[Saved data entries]
▬▬▬▬▬▬

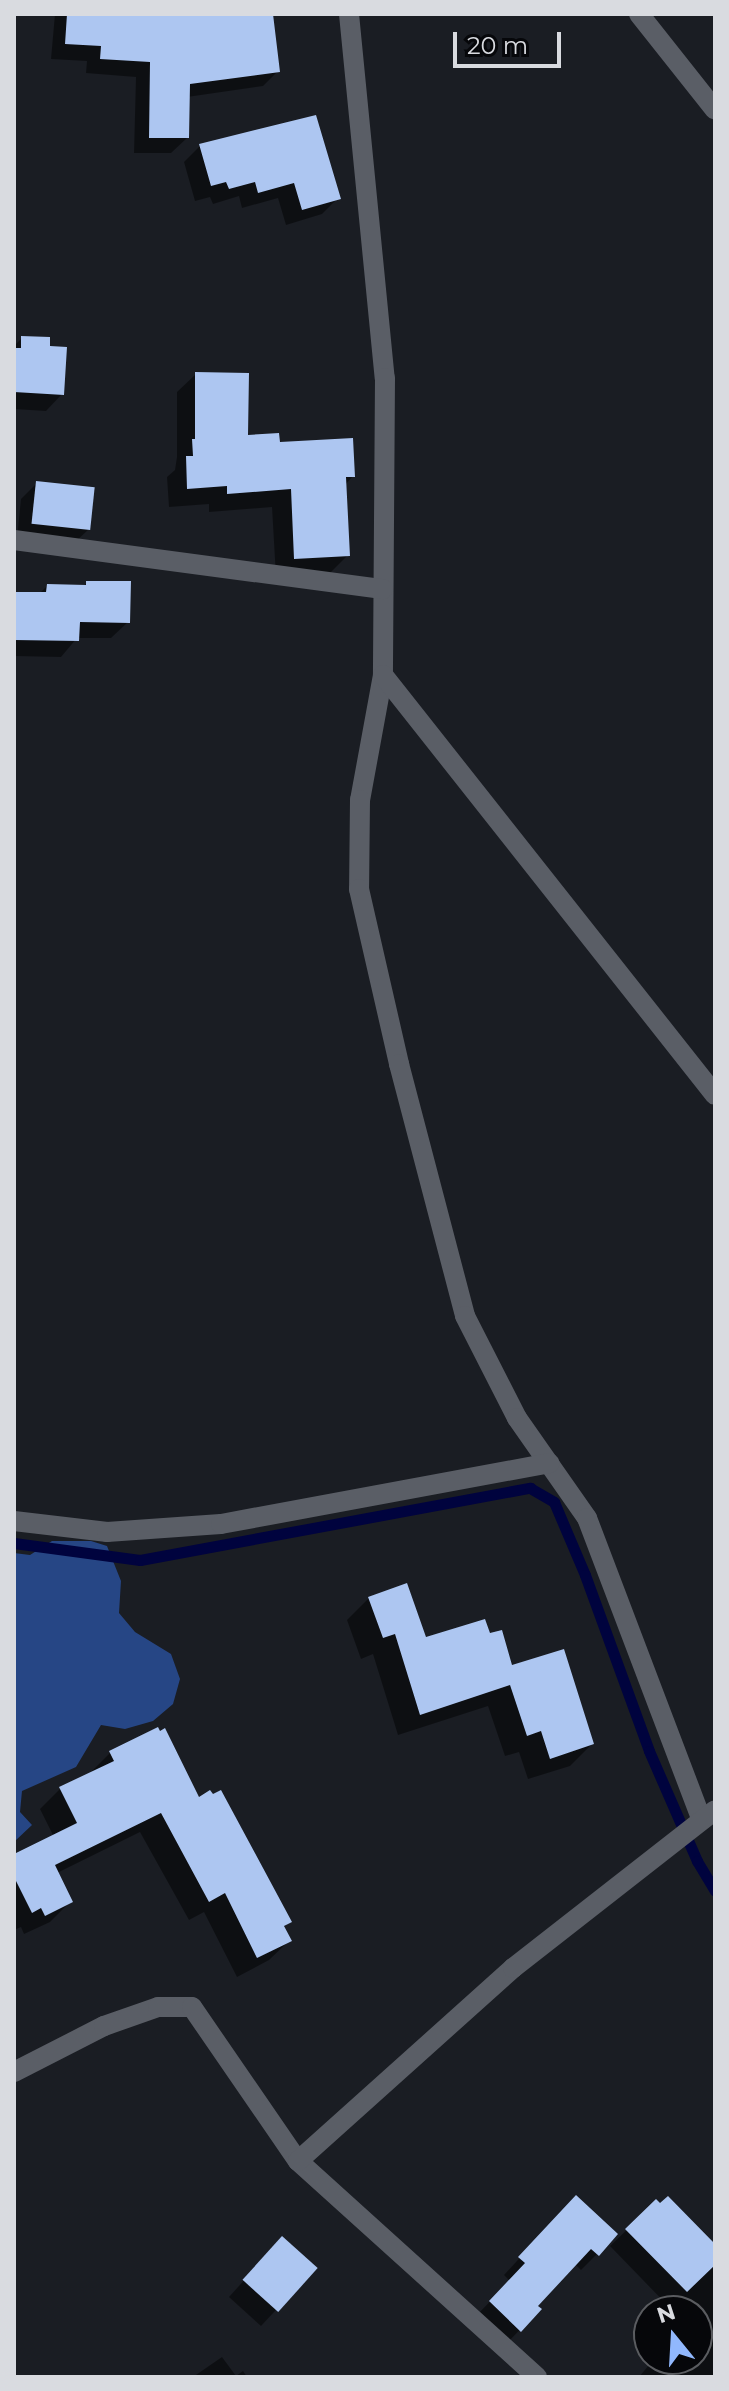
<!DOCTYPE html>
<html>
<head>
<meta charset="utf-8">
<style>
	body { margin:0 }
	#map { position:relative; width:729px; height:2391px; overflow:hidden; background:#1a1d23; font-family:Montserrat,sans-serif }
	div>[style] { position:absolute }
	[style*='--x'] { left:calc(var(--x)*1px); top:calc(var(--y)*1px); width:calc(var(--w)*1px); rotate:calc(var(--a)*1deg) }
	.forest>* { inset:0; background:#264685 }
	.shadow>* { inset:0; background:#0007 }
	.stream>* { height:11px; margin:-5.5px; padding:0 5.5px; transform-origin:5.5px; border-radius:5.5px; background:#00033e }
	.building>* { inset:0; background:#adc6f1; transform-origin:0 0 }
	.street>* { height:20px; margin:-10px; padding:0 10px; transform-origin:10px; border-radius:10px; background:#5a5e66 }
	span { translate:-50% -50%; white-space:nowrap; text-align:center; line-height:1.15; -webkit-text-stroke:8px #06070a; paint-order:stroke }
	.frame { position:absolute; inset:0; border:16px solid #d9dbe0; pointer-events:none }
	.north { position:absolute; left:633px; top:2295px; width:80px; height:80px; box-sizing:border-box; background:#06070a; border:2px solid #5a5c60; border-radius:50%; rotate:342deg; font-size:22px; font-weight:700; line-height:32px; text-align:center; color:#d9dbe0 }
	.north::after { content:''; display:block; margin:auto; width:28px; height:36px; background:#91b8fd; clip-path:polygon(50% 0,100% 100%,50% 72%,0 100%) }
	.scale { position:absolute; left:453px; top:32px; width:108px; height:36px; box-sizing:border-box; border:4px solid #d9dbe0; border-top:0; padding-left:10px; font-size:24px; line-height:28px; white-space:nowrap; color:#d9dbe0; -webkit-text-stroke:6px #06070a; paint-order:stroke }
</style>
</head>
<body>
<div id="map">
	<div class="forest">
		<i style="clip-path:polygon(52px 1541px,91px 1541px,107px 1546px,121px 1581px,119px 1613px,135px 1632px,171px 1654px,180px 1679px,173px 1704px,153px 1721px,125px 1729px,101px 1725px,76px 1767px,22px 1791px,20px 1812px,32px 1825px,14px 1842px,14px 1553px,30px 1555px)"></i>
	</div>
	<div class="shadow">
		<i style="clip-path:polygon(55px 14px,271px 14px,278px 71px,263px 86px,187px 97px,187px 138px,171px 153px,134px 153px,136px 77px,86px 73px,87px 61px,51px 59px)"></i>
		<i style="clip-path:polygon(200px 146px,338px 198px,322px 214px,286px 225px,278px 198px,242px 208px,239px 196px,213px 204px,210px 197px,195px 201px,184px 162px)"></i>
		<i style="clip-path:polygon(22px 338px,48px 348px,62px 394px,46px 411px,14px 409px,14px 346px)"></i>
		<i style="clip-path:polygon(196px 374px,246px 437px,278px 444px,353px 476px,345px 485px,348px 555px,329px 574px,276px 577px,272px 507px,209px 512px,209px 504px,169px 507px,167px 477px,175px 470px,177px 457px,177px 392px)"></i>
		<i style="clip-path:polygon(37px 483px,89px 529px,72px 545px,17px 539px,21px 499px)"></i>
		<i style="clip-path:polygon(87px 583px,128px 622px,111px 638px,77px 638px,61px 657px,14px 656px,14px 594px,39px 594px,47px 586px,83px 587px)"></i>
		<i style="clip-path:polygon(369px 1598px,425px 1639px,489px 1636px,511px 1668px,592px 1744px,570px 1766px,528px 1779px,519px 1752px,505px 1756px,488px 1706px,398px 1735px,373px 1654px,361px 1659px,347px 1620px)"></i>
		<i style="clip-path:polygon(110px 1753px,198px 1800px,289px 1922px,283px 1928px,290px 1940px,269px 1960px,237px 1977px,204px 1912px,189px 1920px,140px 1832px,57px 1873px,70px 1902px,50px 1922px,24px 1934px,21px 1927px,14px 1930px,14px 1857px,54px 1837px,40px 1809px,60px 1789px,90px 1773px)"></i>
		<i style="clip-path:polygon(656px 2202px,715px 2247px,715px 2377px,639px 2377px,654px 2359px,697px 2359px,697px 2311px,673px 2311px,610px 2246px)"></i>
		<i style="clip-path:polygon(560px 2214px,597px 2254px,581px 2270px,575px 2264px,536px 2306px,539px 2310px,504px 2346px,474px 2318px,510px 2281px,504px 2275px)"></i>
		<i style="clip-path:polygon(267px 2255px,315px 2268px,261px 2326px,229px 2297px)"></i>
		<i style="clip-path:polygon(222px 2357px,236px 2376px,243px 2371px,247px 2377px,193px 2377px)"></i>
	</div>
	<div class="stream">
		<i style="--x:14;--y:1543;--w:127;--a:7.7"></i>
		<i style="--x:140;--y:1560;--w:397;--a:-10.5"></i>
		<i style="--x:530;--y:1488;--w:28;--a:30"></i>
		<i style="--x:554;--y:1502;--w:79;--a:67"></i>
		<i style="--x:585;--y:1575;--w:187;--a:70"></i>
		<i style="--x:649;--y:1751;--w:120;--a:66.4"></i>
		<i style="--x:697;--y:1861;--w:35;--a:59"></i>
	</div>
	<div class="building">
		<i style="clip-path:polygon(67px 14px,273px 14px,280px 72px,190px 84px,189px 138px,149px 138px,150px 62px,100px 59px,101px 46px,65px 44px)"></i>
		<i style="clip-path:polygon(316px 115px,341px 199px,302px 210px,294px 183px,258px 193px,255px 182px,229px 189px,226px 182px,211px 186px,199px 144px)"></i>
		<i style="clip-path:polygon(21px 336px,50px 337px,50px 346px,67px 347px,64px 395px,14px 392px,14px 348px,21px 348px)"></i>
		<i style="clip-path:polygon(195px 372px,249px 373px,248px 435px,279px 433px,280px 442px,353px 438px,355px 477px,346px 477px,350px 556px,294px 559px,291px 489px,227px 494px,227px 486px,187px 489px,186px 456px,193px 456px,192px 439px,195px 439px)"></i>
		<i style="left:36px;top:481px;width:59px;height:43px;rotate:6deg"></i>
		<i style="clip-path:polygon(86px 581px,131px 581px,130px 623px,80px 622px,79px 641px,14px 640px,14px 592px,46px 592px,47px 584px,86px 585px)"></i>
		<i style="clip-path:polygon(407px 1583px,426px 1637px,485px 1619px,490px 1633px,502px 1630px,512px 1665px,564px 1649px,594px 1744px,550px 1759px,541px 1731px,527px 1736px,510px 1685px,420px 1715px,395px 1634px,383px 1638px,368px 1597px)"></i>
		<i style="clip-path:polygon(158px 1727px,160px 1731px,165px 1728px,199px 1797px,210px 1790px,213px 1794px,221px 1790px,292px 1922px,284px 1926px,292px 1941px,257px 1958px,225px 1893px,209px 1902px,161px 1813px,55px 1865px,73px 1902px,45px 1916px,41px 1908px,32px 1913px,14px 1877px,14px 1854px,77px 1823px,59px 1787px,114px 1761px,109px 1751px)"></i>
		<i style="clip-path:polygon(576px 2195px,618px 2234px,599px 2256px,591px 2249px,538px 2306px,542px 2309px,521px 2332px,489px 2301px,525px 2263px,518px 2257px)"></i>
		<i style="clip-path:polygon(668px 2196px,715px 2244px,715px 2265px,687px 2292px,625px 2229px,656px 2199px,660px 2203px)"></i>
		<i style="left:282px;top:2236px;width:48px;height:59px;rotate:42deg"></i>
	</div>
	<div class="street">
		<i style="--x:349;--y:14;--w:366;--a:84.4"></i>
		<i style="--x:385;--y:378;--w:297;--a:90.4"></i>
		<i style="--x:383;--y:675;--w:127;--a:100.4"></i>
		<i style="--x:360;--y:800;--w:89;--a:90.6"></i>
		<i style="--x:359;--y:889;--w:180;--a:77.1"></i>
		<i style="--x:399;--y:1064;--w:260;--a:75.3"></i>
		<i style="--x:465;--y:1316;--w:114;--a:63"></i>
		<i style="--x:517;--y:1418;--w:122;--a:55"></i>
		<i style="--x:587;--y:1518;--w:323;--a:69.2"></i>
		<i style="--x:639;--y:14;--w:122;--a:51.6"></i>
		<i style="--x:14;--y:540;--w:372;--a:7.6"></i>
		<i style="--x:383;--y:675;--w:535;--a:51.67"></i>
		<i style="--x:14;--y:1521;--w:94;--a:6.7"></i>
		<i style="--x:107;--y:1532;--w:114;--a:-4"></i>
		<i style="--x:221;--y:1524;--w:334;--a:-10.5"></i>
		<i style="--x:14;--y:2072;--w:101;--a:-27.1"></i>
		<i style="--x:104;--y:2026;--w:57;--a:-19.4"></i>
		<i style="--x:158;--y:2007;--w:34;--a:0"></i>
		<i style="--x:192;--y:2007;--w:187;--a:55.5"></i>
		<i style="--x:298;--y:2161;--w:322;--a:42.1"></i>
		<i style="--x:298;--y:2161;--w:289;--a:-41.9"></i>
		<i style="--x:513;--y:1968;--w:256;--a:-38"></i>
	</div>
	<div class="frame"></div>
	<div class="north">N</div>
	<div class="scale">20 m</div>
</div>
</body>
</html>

▬▬▬▬▬▬

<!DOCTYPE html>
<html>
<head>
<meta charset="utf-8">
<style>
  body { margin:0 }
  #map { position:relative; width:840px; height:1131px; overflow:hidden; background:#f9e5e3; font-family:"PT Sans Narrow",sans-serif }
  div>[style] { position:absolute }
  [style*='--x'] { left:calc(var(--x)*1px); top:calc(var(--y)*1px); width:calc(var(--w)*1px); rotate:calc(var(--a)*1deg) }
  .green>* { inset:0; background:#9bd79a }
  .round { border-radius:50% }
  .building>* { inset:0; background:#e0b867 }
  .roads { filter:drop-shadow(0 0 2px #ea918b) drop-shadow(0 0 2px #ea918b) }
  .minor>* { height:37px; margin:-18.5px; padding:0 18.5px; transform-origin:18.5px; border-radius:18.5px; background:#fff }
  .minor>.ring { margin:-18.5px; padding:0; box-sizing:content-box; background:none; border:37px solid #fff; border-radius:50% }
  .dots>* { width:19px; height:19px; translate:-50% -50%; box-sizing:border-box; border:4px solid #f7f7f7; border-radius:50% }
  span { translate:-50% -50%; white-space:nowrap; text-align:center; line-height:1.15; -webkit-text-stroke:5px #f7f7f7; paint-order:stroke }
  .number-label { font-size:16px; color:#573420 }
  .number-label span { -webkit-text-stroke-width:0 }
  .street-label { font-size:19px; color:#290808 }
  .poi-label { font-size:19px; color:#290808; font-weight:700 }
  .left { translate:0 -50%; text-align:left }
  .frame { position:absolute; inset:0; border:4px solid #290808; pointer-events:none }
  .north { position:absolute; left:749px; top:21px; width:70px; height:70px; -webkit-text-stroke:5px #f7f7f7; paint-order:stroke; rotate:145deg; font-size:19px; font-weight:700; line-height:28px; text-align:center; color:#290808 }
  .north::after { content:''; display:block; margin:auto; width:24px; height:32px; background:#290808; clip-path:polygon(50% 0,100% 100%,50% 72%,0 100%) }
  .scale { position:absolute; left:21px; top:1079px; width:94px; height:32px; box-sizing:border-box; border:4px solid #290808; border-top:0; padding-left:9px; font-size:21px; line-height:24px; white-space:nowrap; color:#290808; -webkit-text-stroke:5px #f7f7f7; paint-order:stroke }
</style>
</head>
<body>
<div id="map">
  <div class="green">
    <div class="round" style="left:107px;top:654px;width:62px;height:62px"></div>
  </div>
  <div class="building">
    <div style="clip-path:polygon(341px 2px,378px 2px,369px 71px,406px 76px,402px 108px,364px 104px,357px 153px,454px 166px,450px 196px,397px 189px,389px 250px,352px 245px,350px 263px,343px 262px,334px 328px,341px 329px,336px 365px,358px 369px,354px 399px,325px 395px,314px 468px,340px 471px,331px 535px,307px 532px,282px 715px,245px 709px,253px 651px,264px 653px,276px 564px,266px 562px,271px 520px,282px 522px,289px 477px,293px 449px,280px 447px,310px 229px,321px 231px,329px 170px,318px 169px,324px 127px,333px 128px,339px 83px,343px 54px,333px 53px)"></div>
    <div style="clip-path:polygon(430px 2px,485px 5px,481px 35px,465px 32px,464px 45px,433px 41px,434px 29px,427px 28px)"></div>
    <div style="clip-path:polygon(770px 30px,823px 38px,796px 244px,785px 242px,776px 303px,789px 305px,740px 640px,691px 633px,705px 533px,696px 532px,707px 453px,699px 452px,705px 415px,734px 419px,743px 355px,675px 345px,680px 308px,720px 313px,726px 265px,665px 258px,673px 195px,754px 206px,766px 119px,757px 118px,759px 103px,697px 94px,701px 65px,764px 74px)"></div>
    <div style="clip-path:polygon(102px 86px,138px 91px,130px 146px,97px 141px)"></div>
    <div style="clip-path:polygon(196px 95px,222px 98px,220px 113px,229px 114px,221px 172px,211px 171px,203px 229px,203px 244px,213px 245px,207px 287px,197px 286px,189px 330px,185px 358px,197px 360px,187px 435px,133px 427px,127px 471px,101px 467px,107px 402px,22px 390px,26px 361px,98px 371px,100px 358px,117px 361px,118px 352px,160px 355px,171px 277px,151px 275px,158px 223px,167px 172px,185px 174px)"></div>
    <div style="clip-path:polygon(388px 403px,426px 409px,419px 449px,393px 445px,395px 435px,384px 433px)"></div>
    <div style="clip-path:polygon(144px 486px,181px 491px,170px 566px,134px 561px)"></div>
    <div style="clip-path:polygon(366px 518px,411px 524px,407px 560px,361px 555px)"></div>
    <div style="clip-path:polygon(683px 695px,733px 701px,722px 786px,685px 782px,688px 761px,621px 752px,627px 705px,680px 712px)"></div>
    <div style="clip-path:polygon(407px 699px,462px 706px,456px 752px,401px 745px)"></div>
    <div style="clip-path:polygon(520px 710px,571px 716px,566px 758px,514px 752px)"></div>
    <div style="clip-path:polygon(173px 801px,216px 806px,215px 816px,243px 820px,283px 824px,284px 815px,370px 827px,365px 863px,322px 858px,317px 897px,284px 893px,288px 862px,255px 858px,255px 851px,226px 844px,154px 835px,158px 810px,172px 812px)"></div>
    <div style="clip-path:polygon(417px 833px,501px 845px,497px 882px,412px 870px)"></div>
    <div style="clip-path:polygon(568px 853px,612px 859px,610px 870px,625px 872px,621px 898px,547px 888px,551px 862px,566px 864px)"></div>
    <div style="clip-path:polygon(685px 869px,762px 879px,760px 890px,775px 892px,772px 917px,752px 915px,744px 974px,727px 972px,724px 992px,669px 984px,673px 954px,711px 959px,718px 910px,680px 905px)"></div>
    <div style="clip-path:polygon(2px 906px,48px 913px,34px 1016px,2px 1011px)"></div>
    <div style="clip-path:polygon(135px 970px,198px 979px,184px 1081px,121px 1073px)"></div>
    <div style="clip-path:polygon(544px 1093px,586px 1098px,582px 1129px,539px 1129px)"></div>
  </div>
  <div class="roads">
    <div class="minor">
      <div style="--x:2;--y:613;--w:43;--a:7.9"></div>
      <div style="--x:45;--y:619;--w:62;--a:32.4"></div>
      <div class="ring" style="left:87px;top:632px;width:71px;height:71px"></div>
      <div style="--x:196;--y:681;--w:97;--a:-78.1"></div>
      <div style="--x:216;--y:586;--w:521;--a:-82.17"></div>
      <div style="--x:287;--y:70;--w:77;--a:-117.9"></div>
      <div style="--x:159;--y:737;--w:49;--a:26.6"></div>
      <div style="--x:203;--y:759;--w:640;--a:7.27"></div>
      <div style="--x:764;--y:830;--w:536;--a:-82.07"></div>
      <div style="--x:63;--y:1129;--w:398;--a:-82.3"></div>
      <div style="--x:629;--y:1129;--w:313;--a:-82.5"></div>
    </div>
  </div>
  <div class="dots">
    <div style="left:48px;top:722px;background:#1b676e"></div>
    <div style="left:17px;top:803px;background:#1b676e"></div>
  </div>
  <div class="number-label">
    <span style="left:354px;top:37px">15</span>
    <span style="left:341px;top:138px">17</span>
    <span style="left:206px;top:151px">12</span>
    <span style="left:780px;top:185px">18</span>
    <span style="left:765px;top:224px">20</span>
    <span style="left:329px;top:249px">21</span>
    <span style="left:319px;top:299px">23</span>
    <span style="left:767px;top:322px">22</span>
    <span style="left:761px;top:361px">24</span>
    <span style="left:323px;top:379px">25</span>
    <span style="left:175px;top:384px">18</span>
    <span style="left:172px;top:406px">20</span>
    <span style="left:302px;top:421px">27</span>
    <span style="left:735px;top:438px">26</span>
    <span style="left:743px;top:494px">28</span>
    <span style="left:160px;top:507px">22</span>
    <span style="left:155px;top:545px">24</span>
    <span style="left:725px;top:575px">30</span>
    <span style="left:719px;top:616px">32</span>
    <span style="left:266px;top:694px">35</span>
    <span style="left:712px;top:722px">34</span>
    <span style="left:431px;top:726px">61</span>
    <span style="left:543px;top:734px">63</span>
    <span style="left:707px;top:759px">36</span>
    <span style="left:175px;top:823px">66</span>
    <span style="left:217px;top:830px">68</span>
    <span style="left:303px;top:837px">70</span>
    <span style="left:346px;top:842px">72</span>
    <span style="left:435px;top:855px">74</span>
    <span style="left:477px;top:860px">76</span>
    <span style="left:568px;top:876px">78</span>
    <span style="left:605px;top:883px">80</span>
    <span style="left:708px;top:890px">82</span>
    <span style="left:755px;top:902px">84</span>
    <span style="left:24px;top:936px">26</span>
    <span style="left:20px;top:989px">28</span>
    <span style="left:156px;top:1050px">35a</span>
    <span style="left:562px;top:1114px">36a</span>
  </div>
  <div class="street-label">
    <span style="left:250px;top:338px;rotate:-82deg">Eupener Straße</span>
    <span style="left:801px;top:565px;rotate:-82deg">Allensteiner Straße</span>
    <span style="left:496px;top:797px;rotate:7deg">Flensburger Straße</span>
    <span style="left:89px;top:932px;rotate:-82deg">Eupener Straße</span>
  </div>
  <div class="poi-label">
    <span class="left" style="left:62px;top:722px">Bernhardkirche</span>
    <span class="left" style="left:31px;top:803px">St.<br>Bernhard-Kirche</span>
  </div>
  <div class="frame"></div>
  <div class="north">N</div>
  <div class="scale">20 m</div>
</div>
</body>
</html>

▬▬▬▬▬▬

§ What to do
After reading the entries above, state the number of lines that contain the word "sans", adding nothing else.

§ Exercise solution
2